| HOW TO COMPLETE THIS TASK |
Look through the records below and give the number of lines holding the string "lineWidth", nothing more.
(DATA RECORDS)
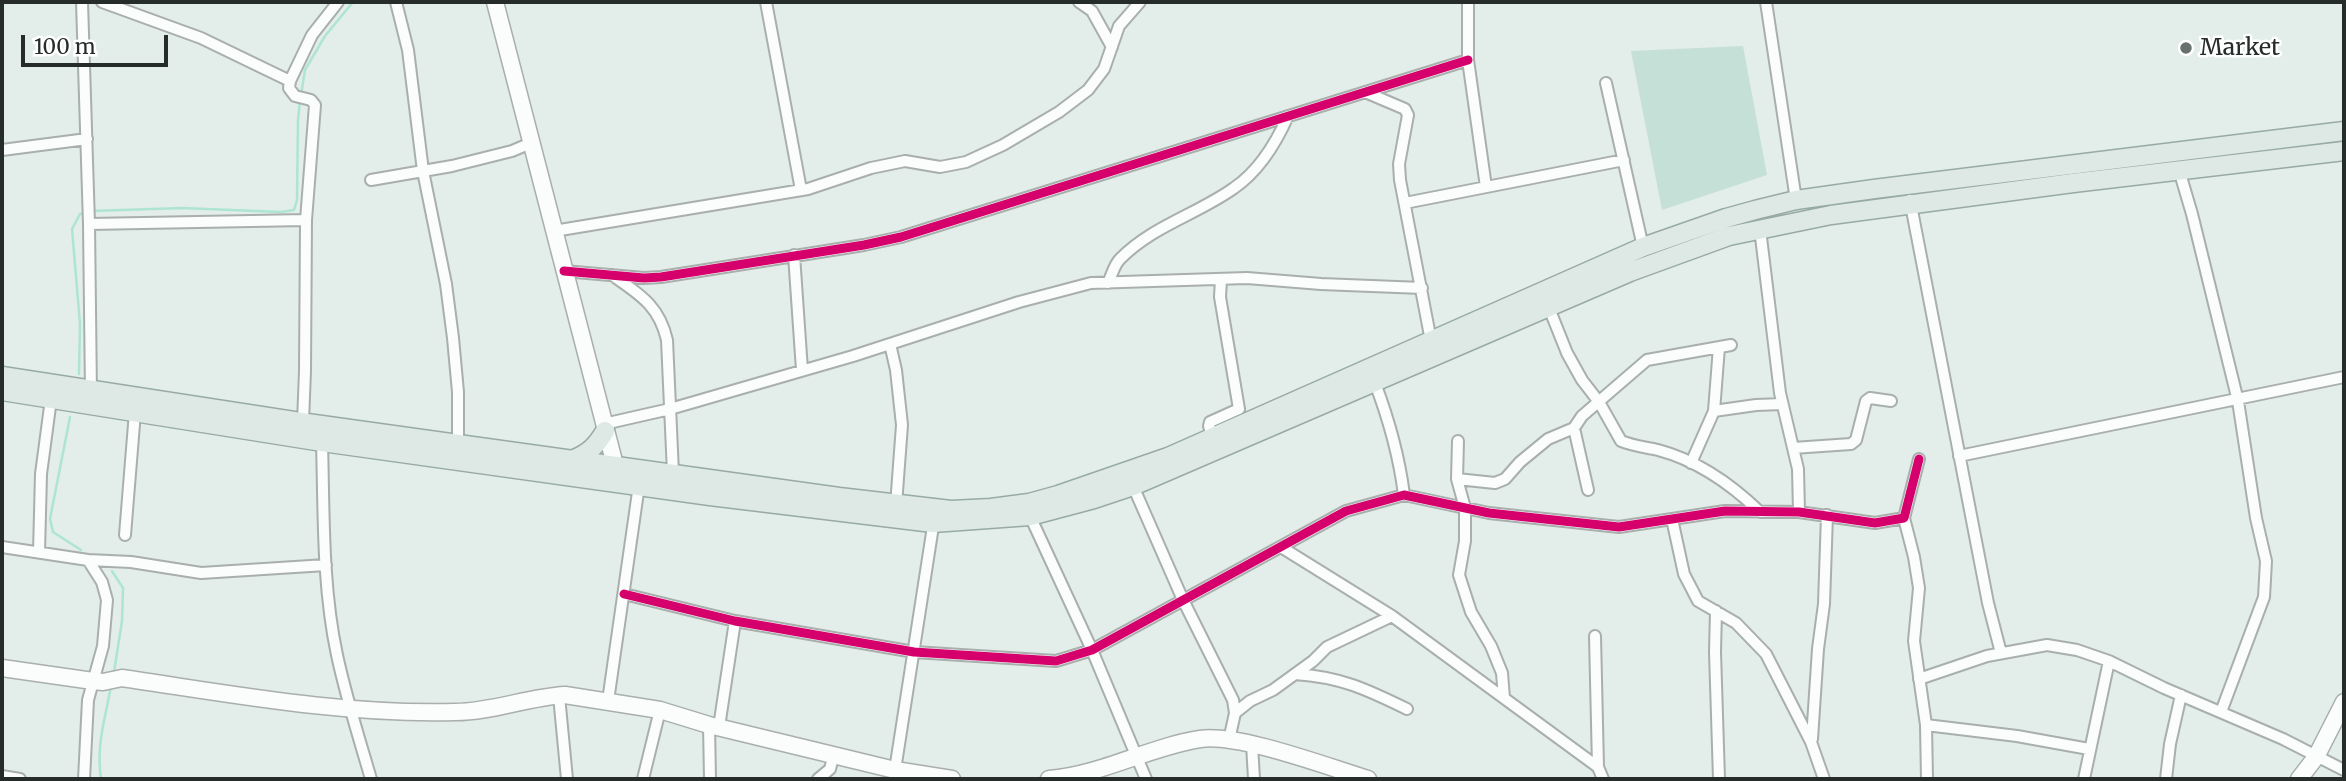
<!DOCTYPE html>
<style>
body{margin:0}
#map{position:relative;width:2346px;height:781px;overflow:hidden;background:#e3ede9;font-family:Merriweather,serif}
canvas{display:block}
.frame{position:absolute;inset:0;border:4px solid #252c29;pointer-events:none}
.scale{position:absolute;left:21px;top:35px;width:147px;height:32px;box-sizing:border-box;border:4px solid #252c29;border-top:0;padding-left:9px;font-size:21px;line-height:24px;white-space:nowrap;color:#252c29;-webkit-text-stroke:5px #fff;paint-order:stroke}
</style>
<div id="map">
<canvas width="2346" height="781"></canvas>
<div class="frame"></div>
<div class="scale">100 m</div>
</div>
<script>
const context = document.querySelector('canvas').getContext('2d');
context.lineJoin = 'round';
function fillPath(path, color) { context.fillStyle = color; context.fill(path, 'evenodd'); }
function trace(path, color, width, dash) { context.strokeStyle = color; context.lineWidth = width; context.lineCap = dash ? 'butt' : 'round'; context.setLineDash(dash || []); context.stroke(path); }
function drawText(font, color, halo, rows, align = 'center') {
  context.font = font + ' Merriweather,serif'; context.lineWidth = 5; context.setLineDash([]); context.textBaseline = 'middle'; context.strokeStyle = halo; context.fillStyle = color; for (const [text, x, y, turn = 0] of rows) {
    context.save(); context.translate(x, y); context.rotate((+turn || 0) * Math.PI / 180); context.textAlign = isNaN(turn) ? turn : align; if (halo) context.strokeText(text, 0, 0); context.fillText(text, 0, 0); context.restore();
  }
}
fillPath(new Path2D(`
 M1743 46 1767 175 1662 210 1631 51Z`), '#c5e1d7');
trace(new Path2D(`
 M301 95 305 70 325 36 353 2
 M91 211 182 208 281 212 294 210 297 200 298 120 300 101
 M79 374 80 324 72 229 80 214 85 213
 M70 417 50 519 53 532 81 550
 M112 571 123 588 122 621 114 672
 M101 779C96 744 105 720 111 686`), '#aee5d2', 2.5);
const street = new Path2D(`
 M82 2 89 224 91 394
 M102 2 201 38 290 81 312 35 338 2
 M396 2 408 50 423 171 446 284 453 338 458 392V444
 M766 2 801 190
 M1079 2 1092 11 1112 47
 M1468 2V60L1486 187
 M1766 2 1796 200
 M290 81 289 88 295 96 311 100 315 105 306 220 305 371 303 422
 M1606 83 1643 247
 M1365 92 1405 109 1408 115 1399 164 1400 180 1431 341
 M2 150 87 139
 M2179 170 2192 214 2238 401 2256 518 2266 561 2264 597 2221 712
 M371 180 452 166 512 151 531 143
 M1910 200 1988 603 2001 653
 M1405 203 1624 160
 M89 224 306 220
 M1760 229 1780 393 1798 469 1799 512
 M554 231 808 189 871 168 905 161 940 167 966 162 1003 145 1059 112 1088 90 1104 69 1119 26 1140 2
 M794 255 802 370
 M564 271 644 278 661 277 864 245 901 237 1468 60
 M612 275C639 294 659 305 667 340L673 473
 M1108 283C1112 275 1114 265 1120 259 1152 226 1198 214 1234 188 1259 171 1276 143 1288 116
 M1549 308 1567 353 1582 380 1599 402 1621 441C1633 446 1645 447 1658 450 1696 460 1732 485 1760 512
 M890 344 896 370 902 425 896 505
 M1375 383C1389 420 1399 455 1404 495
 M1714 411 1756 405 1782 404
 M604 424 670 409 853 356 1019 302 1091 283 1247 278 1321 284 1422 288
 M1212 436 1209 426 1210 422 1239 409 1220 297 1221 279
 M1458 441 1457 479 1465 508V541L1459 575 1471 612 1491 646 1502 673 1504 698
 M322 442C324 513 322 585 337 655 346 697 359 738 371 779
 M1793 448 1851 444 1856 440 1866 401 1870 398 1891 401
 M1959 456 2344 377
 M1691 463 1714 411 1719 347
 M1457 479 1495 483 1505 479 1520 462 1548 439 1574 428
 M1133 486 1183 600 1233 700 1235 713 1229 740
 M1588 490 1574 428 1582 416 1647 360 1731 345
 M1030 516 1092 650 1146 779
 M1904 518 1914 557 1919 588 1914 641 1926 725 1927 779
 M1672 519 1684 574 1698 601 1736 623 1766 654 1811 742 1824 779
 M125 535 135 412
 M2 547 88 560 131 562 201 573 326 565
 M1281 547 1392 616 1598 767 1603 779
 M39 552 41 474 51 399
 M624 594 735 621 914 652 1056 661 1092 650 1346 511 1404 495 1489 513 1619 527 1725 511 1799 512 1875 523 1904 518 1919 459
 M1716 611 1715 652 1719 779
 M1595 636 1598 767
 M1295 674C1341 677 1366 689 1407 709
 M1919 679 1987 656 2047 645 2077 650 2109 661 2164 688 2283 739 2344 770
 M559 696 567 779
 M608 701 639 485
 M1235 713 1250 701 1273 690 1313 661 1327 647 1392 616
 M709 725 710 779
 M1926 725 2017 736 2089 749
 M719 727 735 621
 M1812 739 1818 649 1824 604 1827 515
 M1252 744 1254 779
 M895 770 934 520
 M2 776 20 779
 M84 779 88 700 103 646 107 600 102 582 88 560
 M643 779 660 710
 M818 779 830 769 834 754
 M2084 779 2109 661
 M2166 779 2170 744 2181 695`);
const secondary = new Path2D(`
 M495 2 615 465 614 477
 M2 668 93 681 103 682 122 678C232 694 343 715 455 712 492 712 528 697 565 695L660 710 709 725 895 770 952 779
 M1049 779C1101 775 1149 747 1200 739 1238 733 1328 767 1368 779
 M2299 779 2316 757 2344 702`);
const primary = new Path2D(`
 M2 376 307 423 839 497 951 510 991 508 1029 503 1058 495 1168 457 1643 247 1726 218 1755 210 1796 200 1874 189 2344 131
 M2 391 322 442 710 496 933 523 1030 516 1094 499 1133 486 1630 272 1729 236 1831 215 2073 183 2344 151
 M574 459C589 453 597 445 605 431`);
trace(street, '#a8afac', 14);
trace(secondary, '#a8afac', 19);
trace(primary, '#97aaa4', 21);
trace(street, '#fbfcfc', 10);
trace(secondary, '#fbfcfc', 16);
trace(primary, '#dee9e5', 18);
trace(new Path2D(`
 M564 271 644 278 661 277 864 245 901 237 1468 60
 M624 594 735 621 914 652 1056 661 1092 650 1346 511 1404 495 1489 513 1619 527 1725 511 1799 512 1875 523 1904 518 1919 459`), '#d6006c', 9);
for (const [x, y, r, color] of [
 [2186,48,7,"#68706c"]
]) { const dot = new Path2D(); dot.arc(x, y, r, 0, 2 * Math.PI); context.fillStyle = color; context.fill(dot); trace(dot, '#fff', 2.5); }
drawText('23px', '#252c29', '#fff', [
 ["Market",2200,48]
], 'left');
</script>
(End DATA RECORDS)
| SOLUTION FOR THIS EXERCISE |
2